Instructions for the task: Your answer must be the lines from the start of the records through the line with "filter:drop-shadow(0 0 2px", exactly as written, without the pictures.
▬▬▬
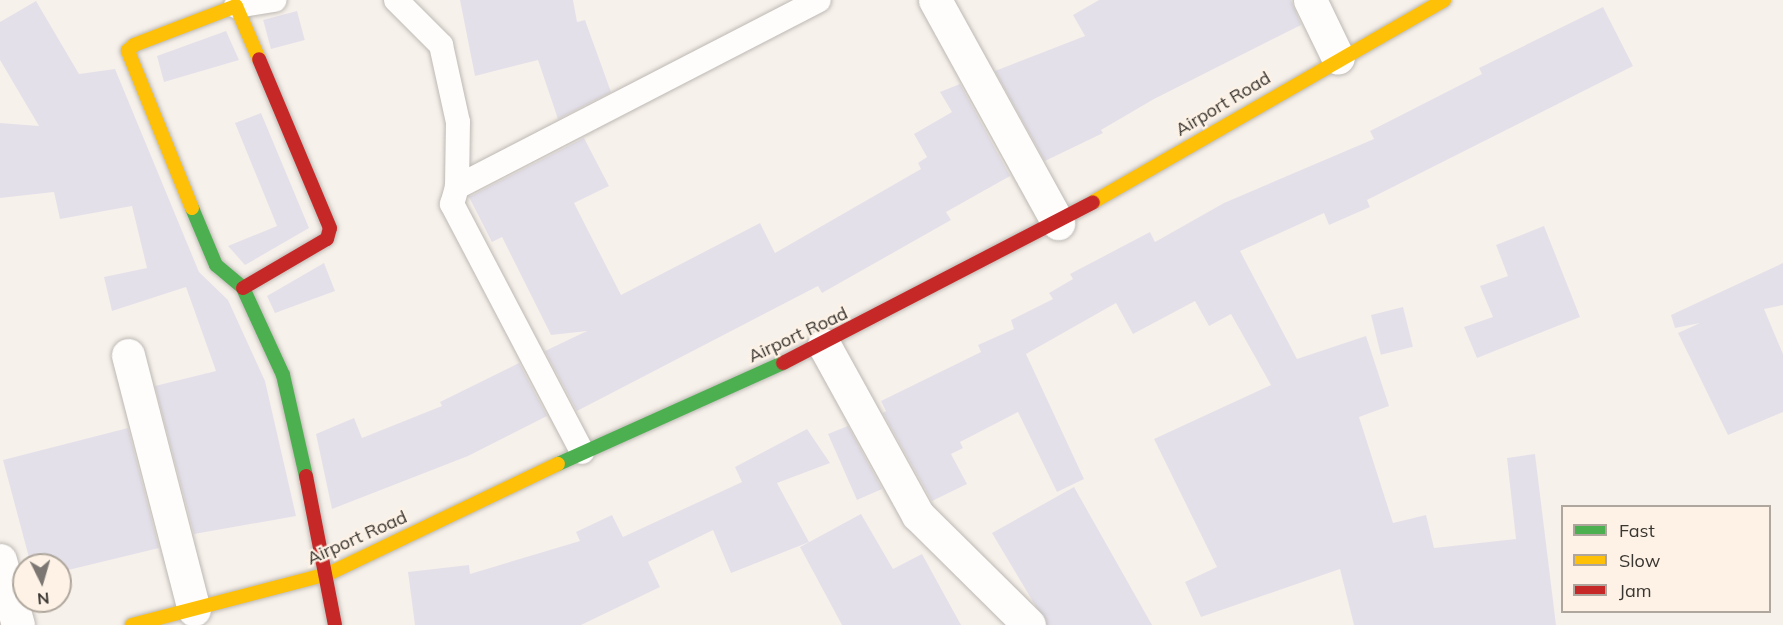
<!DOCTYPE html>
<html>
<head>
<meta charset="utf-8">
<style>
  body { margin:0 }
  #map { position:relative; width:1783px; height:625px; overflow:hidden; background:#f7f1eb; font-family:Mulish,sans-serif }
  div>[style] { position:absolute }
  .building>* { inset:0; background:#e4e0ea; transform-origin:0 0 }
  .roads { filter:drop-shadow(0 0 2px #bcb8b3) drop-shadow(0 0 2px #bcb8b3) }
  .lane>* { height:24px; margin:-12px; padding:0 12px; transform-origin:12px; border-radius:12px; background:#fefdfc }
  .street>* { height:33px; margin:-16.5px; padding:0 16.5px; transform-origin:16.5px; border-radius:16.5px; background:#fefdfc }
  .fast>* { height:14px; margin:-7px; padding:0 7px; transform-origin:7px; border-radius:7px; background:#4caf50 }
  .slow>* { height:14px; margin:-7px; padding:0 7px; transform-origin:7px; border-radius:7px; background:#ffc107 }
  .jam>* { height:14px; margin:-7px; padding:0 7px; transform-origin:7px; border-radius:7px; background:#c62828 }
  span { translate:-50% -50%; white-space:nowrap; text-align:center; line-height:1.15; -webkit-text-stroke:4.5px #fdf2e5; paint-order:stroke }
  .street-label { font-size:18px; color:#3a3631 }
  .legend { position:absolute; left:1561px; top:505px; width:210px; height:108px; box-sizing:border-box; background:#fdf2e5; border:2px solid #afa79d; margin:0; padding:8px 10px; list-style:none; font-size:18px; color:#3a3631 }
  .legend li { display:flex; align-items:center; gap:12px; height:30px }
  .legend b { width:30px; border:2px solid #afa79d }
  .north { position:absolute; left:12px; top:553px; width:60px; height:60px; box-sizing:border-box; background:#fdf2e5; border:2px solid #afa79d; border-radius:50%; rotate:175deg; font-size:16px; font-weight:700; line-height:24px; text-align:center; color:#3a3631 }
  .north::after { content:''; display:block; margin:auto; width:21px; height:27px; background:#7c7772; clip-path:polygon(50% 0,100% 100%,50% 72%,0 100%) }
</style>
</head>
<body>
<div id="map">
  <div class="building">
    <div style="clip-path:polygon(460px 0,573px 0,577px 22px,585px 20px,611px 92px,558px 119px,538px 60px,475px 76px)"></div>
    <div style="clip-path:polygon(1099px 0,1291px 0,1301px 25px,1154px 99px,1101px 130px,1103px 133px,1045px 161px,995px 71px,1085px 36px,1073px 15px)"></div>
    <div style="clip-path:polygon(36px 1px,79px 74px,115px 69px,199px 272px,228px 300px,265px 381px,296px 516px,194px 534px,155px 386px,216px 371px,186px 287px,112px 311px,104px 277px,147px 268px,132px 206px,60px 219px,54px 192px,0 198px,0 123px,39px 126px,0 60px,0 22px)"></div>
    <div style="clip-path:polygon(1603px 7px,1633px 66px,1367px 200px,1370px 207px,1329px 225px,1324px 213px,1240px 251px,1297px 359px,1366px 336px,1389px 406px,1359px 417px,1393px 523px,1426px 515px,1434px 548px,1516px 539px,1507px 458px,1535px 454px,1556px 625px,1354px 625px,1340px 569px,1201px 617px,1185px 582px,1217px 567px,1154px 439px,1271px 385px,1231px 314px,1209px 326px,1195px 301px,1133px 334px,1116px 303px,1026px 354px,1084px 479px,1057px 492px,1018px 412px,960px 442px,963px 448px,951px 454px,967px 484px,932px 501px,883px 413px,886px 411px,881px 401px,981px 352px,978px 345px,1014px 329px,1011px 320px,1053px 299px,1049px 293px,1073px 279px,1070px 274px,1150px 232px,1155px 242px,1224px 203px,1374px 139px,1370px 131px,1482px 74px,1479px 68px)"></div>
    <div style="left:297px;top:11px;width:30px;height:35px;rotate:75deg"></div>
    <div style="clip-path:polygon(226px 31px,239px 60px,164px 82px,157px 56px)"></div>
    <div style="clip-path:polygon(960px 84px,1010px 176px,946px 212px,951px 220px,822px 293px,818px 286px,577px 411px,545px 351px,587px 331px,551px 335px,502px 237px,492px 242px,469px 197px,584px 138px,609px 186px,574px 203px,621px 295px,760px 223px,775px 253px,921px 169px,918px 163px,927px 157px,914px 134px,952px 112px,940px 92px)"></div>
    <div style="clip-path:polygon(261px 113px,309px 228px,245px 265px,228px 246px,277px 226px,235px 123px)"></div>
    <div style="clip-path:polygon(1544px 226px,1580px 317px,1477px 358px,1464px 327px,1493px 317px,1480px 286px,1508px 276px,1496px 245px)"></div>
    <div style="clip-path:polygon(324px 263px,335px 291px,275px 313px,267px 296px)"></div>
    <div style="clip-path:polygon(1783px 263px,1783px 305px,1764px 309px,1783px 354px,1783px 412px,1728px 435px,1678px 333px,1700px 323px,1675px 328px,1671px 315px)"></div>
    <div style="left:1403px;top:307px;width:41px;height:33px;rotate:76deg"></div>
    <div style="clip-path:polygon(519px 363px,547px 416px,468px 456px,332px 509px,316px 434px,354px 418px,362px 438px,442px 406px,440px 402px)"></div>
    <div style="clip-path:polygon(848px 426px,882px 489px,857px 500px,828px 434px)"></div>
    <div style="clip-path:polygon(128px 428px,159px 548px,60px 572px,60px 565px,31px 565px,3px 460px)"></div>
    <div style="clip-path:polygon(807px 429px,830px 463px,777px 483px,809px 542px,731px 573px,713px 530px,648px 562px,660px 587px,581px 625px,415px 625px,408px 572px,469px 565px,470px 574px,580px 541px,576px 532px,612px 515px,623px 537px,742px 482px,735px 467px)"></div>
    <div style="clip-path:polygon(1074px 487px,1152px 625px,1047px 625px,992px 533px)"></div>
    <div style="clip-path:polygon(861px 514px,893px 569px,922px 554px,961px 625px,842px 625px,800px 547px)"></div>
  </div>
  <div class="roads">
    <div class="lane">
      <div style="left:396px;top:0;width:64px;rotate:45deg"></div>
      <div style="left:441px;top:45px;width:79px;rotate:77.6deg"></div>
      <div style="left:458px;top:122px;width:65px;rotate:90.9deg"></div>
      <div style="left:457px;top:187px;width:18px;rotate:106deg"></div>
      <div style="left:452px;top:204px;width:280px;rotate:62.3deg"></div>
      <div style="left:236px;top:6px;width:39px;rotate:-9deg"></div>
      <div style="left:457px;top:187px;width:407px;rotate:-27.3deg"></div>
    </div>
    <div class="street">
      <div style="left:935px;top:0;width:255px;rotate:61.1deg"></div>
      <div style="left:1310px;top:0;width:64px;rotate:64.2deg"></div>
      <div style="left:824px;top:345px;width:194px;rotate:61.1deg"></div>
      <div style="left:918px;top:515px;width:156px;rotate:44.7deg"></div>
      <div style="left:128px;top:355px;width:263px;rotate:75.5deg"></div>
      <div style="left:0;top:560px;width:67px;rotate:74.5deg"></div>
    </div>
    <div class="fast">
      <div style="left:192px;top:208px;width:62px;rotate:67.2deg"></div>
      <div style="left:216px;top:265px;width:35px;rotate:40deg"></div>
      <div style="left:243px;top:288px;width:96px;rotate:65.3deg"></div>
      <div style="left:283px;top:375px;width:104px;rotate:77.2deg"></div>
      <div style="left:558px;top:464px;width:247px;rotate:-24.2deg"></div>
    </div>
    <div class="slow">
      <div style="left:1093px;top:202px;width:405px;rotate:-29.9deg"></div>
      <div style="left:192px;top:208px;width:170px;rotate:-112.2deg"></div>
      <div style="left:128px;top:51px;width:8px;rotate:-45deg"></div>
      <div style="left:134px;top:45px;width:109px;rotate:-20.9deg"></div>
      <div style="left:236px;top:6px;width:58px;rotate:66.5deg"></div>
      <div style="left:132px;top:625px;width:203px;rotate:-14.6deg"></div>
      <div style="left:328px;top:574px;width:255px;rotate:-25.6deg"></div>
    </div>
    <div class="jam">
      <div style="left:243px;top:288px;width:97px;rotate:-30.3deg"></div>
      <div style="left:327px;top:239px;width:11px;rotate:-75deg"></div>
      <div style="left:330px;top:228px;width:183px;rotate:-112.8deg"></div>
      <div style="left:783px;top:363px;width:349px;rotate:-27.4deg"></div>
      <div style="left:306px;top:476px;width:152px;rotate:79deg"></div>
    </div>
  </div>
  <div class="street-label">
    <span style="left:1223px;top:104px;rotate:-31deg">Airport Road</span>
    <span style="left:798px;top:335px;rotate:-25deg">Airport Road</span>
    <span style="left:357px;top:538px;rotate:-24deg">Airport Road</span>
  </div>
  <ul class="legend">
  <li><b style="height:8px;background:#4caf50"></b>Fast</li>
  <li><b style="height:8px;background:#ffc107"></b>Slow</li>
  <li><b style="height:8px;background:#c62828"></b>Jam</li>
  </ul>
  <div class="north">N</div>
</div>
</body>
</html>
▬▬▬
Exercise solution:
<!DOCTYPE html>
<html>
<head>
<meta charset="utf-8">
<style>
  body { margin:0 }
  #map { position:relative; width:1783px; height:625px; overflow:hidden; background:#f7f1eb; font-family:Mulish,sans-serif }
  div>[style] { position:absolute }
  .building>* { inset:0; background:#e4e0ea; transform-origin:0 0 }
  .roads { filter:drop-shadow(0 0 2px #bcb8b3) drop-shadow(0 0 2px #bcb8b3) }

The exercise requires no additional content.